Update on Old Crow Flood Preparedness and Response — May 8, 2024

May 8, 2024  

Update on Old Crow Flood Preparedness and Response

To see this update as a printable PDF, including photos of preparations and historic floods, click here.​

There is a high risk of flooding in Old Crow this year due to record snowpack. Old Crow has experienced many damaging floods, and citizens have shared their experiences from major floods in 1991 and 1973. In both cases, ice jams led to rapidly rising water that caught the community off-guard.  

In line with best practice, Vuntut Gwitchin First Nation, in collaboration with the Government of Yukon and other partners and agencies, is developing preparation and response plans for a range of scenarios, including a worst-case flood event that could result in the community being without water, power, transportation, or communications for 72 hours or longer.  

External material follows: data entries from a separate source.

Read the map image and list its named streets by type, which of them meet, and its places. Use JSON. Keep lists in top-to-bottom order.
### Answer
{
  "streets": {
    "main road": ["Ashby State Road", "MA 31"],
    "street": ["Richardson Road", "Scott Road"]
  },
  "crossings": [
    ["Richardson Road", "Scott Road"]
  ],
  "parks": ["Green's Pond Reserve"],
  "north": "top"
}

As a small, fly-in community, flood readiness and response requires significant preparation. Vuntut Gwitchin First Nation, the Government of Yukon, and partner agencies, are working together to protect the community of Old Crow, and facilitate effective response and recovery. 

Overview of Work to Date 

Vuntut Gwitchin First Nation’s objective is to support as many citizens as possible to stay safely in community during a flood, and to put resources in place to ensure the community can recover effectively. 

Vuntut Gwitchin First Nation has been working with the Government of Yukon (YG), the Government of Canada through Crown-Indigenous Relations and Northern Affairs (CIRNAC), and other partners in community, to be prepared for and able to respond to a flood. This includes:  

  • ongoing removal of unprecedented snow from community to reduce the flood risk from local snowmelt; 
  • procuring Tiger Dams, in collaboration with CIRNAC and YG, that will be deployed to protect critical infrastructure;   
  • developing a robust 24/7 flood monitoring plan, and working with YG hydrologists to share information;  
  • developing a community evacuation plan, including 10 on-call Community Safety Officers to support any evacuations needed alongside RCMP;  
  • community meetings, office drop ins, and door-to-door discussions to share the evacuation plan and preparedness actions;  
  • pre-registering citizens with their plans for the month of May, any additional support they require, and their plans in the event they need to evacuate their homes or, in a worst-case scenario, the community;  
  • a plan to use the school as a reception centre and as group lodging in the case of evacuation, with support from YG’s Emergency Social Services. If a flood happens, anyone who has to leave their home would register at the school. The school would also be a place to stay for those who do not have another location to evacuate to (such as another family’s house on higher ground or up the mountain);  
  • a pre-staged helicopter fuel cache, to enable emergency supply delivery and evacuations if the airport runway is impacted; and  
  • undertaking a preventative shutdown of Sree Vyàa (the Old Crow Solar Project).  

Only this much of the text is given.